§ DESCRIPTION OF THE TASK
What number of lines in the data below contain the string "Sans"? Answer with that number alone.

§ MATERIAL PROVIDED
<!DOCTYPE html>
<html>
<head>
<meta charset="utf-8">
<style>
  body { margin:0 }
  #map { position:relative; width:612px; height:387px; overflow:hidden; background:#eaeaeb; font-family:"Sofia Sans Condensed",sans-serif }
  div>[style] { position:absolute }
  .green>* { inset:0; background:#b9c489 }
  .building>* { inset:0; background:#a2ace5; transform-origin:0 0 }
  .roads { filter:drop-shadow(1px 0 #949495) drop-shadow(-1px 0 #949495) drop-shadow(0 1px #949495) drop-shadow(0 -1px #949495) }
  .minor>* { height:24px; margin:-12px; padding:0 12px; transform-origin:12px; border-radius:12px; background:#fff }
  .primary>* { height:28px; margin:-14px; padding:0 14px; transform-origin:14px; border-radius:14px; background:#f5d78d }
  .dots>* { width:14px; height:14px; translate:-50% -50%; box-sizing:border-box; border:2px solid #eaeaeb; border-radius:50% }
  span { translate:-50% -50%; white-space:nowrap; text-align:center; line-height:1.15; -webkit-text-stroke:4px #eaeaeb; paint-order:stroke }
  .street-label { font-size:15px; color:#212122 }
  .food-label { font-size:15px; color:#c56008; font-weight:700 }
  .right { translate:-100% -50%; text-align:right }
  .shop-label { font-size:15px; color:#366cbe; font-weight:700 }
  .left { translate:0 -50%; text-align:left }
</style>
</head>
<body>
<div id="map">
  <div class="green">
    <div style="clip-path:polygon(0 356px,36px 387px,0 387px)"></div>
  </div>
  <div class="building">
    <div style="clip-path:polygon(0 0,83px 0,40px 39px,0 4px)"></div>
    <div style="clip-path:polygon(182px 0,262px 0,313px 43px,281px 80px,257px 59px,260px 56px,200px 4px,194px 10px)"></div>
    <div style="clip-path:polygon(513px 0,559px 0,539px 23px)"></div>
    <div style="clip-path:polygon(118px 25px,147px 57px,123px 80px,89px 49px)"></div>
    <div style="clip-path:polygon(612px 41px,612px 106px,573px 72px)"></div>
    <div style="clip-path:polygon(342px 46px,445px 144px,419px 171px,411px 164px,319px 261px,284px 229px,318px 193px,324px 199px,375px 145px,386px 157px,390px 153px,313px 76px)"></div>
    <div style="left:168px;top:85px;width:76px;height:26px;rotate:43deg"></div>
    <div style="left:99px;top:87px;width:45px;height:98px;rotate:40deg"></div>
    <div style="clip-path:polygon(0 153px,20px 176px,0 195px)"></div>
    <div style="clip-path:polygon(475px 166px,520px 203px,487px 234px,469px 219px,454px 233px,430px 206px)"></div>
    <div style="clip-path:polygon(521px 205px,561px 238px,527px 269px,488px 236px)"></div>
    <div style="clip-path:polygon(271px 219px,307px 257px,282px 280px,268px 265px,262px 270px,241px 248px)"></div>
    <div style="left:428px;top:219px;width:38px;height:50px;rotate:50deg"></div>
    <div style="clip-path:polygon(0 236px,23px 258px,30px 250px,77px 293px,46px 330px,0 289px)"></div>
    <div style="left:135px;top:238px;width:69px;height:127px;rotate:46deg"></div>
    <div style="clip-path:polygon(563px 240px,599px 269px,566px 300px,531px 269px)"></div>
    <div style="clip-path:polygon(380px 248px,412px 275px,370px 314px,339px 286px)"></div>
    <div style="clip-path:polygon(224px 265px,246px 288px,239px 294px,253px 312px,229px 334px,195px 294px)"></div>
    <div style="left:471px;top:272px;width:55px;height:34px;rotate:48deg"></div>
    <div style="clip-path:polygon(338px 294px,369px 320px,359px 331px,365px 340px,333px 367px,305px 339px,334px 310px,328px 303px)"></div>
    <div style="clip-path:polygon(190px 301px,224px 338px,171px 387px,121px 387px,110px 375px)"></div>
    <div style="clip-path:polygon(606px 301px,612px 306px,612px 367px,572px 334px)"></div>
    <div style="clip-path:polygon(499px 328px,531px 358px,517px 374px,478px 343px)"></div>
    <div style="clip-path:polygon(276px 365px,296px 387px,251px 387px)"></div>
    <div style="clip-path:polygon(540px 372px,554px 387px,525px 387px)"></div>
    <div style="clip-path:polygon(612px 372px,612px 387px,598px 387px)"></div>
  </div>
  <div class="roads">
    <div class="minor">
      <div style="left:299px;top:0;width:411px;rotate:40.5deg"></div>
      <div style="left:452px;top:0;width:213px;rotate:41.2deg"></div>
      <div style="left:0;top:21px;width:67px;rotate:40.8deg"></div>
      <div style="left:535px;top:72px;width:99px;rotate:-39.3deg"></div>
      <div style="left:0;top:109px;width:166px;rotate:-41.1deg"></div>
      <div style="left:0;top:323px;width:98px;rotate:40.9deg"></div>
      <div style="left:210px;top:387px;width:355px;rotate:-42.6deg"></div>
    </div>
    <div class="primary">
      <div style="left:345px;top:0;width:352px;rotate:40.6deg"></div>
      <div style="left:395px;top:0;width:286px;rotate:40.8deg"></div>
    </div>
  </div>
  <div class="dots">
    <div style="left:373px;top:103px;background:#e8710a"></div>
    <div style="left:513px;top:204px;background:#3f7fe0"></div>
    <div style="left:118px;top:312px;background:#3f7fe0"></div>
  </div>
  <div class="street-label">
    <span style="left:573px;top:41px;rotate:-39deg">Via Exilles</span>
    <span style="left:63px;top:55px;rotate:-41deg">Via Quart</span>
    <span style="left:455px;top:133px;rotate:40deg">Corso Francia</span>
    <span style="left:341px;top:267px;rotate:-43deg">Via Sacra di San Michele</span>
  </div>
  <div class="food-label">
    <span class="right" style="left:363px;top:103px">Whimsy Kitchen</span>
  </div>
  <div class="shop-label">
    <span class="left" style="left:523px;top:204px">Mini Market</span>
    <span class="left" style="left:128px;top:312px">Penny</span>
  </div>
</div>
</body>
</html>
* * *
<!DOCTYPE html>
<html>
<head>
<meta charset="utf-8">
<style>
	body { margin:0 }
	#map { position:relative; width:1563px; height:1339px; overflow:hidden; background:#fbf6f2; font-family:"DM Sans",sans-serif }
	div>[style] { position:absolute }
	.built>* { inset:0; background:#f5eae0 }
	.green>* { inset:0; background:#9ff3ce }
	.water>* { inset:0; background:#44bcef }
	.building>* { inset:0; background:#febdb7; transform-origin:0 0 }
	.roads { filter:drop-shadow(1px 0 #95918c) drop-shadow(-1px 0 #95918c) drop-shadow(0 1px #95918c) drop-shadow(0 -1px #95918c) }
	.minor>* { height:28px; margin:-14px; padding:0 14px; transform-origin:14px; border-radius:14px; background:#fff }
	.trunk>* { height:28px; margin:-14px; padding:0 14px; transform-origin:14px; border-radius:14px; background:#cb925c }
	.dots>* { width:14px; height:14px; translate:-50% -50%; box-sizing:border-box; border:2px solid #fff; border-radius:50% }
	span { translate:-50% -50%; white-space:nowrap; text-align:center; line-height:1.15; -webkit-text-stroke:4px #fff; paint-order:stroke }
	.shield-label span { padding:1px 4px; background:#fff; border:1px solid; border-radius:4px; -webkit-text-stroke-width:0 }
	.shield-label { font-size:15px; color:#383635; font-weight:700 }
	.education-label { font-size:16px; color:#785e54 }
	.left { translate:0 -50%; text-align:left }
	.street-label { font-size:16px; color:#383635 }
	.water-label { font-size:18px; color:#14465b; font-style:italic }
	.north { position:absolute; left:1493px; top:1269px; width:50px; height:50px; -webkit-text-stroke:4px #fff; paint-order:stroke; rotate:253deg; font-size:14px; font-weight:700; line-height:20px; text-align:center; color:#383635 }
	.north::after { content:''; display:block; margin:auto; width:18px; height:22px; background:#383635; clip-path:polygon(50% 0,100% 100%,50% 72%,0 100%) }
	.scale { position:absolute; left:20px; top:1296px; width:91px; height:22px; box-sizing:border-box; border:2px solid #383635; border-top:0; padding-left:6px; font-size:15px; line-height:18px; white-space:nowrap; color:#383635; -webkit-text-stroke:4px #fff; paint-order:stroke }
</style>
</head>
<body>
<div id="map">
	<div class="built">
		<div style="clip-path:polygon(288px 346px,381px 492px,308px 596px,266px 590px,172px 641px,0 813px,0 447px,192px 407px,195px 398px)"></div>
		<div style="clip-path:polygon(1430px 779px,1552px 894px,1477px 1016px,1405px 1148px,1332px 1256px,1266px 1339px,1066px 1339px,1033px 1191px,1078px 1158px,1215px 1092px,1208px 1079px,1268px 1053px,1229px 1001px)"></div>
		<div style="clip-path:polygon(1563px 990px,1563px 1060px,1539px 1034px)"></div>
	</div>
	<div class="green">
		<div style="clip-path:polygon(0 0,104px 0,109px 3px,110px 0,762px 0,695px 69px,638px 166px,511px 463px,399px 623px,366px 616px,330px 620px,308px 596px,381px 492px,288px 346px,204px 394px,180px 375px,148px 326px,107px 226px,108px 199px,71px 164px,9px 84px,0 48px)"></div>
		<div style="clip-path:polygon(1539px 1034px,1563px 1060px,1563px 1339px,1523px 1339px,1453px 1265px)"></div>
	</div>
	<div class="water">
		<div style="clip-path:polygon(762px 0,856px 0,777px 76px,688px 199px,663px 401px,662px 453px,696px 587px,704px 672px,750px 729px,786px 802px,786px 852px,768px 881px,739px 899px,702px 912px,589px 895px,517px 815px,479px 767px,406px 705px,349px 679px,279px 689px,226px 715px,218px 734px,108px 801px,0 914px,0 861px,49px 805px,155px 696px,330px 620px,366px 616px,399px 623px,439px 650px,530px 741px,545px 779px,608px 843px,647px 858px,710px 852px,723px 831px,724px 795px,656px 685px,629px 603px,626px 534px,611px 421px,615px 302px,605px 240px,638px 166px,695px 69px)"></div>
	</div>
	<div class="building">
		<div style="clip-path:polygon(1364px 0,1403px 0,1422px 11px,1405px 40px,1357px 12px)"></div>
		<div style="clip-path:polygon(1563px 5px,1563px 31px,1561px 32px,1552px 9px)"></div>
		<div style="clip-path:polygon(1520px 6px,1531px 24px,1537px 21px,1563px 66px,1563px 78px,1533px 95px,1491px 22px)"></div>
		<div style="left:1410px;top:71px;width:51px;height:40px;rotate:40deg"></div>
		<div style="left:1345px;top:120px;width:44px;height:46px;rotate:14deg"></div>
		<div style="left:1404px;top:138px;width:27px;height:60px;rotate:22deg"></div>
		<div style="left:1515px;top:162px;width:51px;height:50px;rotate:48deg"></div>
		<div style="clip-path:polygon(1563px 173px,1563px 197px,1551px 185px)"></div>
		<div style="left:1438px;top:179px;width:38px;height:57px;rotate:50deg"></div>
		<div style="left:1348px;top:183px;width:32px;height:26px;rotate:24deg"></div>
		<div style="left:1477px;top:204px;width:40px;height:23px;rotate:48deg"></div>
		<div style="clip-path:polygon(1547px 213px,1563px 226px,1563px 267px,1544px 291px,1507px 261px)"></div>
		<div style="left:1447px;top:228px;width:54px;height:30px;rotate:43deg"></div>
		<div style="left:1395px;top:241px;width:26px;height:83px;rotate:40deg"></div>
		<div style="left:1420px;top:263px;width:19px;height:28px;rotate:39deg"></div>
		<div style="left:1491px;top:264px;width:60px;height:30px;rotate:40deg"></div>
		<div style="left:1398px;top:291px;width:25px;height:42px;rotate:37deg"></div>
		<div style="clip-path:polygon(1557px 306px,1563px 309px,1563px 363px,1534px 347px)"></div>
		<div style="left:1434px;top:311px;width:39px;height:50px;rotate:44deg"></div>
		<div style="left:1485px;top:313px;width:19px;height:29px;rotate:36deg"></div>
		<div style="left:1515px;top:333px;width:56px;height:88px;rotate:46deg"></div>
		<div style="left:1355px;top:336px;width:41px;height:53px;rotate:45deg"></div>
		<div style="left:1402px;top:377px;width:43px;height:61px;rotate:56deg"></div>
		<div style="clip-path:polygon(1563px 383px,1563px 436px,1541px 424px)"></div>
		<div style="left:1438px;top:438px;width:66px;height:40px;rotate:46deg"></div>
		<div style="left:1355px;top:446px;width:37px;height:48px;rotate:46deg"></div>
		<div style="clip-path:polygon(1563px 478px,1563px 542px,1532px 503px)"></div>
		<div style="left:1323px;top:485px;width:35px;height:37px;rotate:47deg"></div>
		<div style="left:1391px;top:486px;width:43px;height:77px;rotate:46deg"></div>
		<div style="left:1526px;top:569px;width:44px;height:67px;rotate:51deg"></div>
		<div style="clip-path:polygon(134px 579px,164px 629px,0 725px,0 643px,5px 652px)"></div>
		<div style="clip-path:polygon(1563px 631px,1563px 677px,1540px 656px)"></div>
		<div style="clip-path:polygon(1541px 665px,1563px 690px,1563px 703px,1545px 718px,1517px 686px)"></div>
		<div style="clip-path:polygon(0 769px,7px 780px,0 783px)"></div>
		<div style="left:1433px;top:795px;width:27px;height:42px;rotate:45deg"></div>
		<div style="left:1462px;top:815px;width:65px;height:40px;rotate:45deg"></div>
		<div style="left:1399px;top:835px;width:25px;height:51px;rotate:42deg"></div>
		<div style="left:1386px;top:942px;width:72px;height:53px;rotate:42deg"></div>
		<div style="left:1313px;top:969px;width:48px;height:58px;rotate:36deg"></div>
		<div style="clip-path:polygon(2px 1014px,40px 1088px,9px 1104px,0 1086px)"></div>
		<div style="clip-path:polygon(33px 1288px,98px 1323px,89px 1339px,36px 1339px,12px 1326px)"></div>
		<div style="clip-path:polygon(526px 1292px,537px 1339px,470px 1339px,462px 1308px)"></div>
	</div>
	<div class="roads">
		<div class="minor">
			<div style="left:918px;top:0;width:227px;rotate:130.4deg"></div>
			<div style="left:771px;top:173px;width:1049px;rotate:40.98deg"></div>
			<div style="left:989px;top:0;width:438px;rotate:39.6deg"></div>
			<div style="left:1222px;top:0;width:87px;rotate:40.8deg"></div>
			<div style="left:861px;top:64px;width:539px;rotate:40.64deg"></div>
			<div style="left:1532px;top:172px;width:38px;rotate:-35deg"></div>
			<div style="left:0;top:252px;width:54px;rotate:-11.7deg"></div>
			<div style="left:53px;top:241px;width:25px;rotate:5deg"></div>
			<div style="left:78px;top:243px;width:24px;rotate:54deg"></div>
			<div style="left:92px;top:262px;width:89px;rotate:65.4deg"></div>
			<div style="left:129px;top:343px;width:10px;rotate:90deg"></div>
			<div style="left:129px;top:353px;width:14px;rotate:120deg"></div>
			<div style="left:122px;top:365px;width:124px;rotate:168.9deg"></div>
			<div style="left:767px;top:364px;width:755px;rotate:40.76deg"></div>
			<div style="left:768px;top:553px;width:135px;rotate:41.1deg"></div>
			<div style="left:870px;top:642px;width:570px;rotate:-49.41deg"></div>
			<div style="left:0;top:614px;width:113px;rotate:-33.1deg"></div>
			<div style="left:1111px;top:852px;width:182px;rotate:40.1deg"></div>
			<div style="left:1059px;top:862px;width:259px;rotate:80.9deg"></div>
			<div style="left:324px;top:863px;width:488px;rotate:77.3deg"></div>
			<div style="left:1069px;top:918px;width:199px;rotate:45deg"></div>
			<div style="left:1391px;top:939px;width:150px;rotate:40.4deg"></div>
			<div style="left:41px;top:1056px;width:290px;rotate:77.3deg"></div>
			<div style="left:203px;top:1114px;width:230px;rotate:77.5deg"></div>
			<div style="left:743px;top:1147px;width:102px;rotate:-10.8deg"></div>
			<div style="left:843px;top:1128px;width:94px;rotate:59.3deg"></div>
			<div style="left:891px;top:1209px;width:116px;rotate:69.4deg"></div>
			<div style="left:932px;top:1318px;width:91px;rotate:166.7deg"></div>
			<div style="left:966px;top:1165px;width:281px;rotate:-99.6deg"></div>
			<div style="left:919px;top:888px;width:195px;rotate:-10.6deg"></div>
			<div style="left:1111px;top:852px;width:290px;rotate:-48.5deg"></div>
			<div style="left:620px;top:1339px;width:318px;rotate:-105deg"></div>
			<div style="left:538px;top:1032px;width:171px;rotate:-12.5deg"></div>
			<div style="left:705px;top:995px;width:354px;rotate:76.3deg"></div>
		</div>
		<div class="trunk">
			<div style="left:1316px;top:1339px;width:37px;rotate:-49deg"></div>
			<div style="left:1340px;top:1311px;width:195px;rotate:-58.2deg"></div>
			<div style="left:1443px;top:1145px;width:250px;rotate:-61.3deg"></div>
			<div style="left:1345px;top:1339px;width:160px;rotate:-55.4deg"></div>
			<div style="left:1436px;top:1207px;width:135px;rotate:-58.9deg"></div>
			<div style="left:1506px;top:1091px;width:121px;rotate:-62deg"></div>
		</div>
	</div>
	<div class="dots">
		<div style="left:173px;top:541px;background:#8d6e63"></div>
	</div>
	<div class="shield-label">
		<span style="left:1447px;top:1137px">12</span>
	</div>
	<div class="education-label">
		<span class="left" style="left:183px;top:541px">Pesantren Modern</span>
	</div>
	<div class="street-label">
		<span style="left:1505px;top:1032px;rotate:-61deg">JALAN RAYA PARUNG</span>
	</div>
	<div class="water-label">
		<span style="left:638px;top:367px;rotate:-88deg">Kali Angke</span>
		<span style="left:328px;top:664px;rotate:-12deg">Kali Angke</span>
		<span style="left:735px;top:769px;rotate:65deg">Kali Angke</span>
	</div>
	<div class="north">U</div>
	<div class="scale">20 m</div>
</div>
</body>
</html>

§ ANSWER SECTION
2